When I say I came “out” in Boston, it was a process. The first year I visited a Bostonian and returned to Canada with an armful of “Coming Out” stories. I did my research, returned to Boston and had a one-night affair. I felt wonderful. I felt I had come home. I wished I had done it years ago, but Roman Catholicism threw its dark vale over me, until I saw the light.
Just because I had my lesbian sex the night before, didn’t mean the next morning I was a head-held-high lesbian. I remember visiting a women’s bookstore in Provincetown and paying for two lesbian items without looking the saleswoman in the eye.
My first lover purchased the novel, “Rubyfruit Jungle” by Rita Mae Brown for me. And I bought a cassette recording of Cris and Meg at Carnegie Hall for her (and one for myself) I played the tape all the way back to Canada. I loved the music and couldn’t believe lesbians called it other, ‘babe, honey, darling.’ I had a lot to learn.

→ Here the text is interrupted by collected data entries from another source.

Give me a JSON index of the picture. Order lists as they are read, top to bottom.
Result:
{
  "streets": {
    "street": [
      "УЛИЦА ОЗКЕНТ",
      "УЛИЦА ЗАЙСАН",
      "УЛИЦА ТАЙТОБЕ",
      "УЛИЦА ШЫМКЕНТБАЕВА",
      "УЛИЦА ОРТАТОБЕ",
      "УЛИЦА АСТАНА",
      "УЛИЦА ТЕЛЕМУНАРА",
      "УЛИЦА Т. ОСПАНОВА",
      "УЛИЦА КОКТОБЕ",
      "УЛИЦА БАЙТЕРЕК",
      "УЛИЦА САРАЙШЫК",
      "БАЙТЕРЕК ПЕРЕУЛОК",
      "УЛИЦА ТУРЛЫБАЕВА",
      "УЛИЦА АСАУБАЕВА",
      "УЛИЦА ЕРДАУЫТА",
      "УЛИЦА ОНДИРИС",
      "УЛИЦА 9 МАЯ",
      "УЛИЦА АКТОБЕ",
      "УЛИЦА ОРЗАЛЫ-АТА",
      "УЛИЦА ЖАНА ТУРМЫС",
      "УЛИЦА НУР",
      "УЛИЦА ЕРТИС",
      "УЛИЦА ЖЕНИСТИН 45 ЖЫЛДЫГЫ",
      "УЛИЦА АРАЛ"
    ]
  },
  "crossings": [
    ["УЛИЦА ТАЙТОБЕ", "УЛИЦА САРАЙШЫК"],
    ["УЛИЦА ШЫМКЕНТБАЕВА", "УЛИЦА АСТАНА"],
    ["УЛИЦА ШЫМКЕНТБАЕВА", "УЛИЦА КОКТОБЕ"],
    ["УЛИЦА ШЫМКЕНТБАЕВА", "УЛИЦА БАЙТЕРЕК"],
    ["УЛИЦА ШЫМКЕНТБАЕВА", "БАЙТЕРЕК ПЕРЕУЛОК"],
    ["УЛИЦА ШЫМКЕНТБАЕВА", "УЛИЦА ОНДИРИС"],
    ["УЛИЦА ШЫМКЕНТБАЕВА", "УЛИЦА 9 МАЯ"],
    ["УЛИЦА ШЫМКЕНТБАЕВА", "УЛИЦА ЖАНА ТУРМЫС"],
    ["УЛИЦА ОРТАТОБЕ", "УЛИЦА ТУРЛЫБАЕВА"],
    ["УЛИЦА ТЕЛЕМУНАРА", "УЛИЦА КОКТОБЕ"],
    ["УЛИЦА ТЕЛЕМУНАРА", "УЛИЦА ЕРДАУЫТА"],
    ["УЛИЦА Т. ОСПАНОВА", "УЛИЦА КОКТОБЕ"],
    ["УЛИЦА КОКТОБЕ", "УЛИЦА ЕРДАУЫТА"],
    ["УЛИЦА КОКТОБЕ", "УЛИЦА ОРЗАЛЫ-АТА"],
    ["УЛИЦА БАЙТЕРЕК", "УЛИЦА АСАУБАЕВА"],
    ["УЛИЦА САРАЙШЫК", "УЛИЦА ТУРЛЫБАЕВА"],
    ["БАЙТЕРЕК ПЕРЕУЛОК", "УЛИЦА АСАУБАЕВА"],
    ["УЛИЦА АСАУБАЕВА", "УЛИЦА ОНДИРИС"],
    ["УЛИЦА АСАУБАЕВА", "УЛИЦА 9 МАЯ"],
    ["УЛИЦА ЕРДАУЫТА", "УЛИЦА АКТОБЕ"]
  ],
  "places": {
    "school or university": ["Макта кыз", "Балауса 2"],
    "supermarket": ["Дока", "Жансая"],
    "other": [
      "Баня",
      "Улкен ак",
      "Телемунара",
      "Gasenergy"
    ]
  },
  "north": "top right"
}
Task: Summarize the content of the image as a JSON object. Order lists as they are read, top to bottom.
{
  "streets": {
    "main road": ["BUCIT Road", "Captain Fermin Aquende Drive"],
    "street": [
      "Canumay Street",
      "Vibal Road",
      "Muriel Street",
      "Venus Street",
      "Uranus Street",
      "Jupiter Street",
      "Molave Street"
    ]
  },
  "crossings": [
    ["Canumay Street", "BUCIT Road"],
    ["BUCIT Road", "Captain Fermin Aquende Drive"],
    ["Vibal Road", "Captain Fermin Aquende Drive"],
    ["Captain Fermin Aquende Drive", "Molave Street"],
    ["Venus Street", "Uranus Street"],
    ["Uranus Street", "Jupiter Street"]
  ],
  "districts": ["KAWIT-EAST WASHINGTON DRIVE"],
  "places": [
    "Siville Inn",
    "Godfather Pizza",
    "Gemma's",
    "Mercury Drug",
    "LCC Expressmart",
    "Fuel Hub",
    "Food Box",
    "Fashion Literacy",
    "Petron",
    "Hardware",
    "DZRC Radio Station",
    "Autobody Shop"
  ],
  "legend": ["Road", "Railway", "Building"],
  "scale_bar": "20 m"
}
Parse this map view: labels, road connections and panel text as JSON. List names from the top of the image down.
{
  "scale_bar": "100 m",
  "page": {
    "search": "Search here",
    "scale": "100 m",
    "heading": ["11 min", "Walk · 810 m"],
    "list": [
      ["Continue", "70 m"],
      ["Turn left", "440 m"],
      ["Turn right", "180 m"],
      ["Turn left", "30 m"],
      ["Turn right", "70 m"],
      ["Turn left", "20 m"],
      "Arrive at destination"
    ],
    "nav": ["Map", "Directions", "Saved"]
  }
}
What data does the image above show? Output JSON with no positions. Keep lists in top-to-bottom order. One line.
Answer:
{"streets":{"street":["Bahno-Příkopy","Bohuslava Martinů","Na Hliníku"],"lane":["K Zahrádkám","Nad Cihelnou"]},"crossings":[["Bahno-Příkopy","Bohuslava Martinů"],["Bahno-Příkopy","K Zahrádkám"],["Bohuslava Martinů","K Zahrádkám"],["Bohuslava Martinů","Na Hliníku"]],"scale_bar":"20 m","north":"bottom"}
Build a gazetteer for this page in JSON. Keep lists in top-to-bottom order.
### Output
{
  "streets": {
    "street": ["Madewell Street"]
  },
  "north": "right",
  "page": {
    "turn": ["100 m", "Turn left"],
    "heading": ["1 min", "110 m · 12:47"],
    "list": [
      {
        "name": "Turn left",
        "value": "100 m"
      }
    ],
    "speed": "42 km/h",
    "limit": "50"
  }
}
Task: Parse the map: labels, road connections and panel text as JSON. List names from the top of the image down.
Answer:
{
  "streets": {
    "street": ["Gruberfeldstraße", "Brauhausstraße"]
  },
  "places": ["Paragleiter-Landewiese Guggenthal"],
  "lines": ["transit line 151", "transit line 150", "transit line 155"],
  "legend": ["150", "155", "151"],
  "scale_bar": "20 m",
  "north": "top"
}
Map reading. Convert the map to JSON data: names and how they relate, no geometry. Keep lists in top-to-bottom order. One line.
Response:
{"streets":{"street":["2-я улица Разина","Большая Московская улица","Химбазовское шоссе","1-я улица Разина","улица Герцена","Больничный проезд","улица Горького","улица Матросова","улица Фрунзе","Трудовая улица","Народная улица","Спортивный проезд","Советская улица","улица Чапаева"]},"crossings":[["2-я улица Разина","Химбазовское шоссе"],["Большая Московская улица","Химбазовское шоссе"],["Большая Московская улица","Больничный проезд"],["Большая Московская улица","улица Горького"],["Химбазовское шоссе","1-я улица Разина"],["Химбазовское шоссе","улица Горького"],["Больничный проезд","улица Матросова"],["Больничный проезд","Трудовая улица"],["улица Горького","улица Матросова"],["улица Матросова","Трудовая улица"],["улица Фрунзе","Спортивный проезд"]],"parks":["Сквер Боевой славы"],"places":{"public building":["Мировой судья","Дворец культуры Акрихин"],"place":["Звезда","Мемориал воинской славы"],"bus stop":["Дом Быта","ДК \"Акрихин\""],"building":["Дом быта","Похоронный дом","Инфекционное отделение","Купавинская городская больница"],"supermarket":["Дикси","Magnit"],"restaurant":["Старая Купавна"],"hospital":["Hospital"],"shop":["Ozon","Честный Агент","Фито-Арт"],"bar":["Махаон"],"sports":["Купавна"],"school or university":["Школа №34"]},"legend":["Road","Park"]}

I really loved one song, “So good, so right.” Here are some of the lines I loved.
“We’re on the shores of nowhere, looking out to sea,
You turn and you kiss my lips and laugh at me,
You laugh at me.
So good, so right, to be with you tonight.”
This is what I wanted, a fun lover in a relationship that I could describe as “so good, and so right.” It did happen, but it took some time. I lived with two women; one who left me broke, and one ,where we parted, but still remained friends. Now, I’m happily and legally married and very much in love. Boston seems so far away.
Many years later, and onn my honeymoon, I visited that same bookstore in Provincetown. I bought my purchases and went to a lesbian woman wearing a gay t-shirt. I looked her right in the eyes and had a great conversation. We were gay sisters!
I have to admit that getting up the nerve to come out wasn’t easy, but it was liberating!